## WHAT IS NEEDED
Only lines holding the word "Řezáčova" are wanted from the records; copy all of them.
EXERCISE INPUTS below:
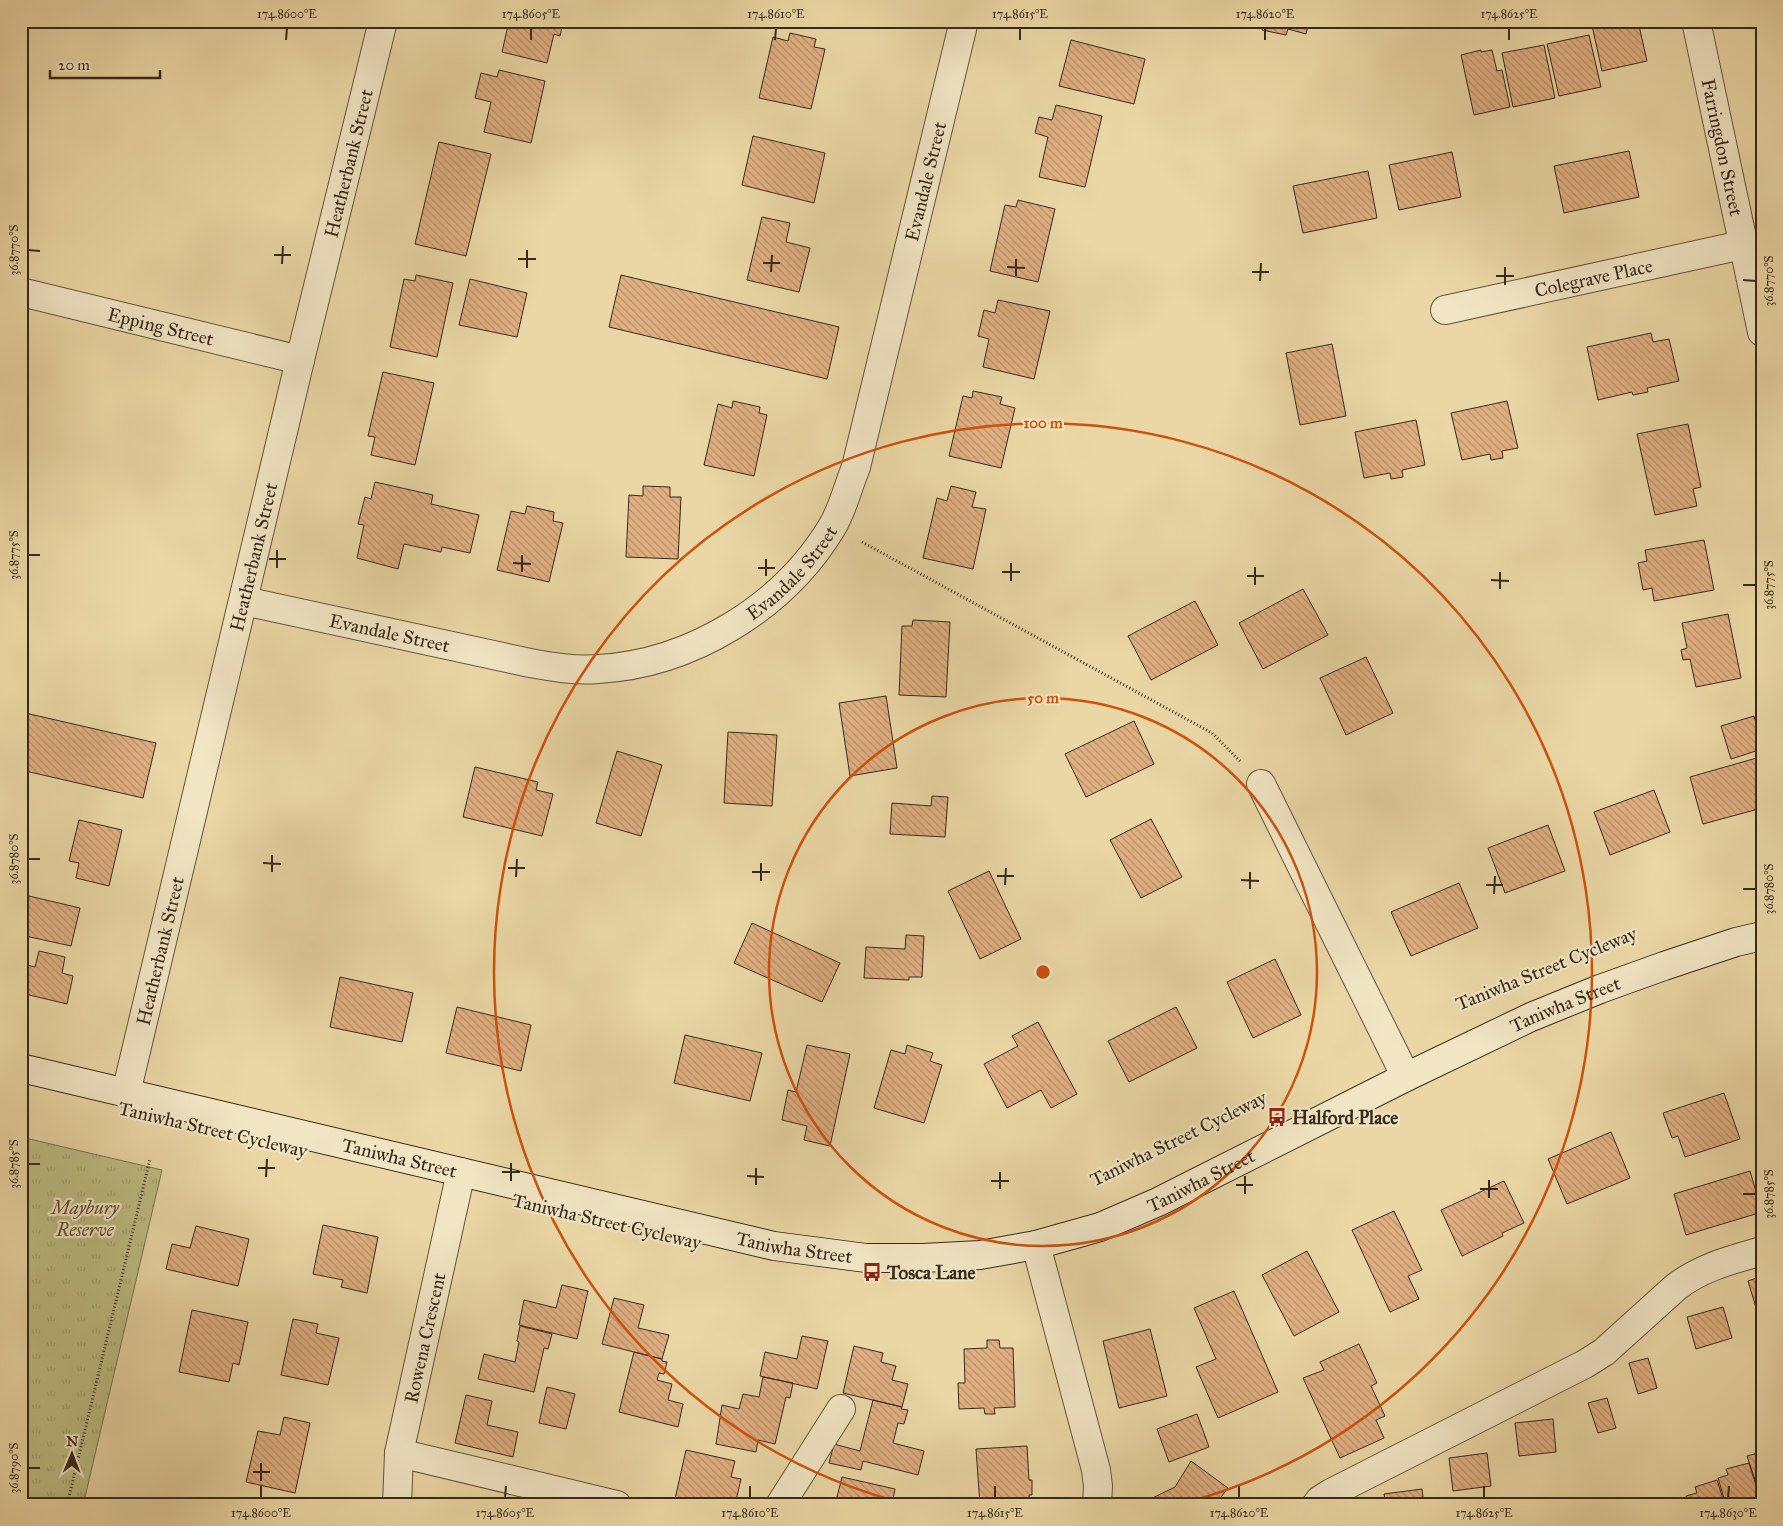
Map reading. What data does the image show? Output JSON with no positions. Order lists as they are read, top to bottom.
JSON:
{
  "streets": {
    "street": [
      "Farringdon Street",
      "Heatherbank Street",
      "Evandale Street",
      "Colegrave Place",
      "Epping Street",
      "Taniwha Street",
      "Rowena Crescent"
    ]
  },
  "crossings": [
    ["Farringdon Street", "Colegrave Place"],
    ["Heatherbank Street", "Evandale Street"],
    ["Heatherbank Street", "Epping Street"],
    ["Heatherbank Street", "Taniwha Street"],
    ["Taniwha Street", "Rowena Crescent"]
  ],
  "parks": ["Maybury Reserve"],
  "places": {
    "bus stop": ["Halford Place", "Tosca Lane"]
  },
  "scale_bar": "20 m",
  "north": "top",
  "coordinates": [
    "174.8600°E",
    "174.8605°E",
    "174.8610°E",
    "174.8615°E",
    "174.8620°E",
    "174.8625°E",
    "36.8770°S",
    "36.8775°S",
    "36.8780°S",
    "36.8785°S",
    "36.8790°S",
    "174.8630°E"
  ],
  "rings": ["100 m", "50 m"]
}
End of EXERCISE INPUTS.
EXERCISE INPUTS below:
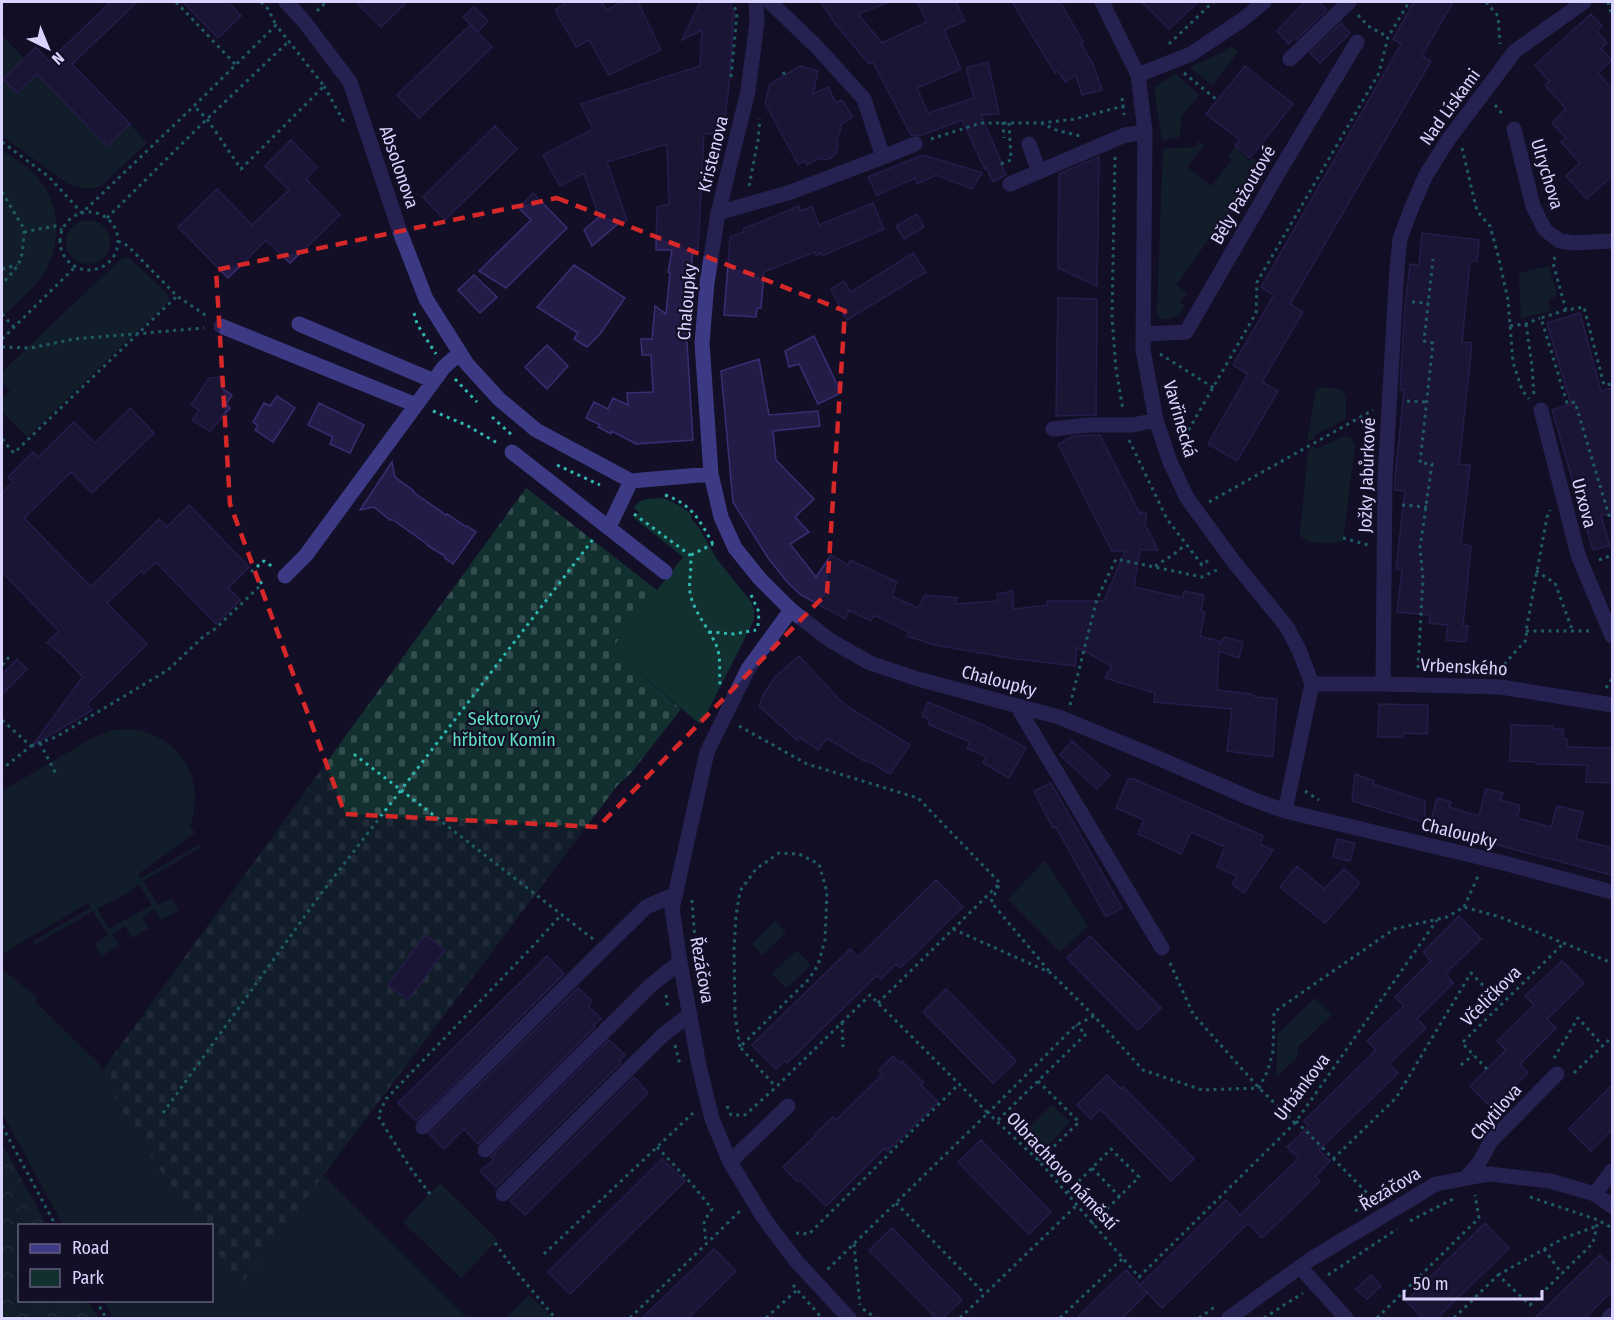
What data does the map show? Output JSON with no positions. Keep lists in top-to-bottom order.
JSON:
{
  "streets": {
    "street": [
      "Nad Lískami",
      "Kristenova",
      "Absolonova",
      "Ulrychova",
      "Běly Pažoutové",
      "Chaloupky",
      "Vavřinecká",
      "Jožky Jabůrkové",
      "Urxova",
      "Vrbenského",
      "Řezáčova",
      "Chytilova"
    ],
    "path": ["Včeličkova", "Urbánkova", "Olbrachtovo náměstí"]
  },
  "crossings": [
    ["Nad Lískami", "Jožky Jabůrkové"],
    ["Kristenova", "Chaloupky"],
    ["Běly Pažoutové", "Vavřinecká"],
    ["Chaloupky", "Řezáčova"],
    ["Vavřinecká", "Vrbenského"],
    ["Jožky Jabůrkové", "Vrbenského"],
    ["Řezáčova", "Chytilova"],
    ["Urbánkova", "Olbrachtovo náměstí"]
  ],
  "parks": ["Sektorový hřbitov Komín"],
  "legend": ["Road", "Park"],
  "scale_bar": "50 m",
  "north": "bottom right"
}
End of EXERCISE INPUTS.
## EXPECTED ANSWER
      "Řezáčova",
    ["Chaloupky", "Řezáčova"],
    ["Řezáčova", "Chytilova"],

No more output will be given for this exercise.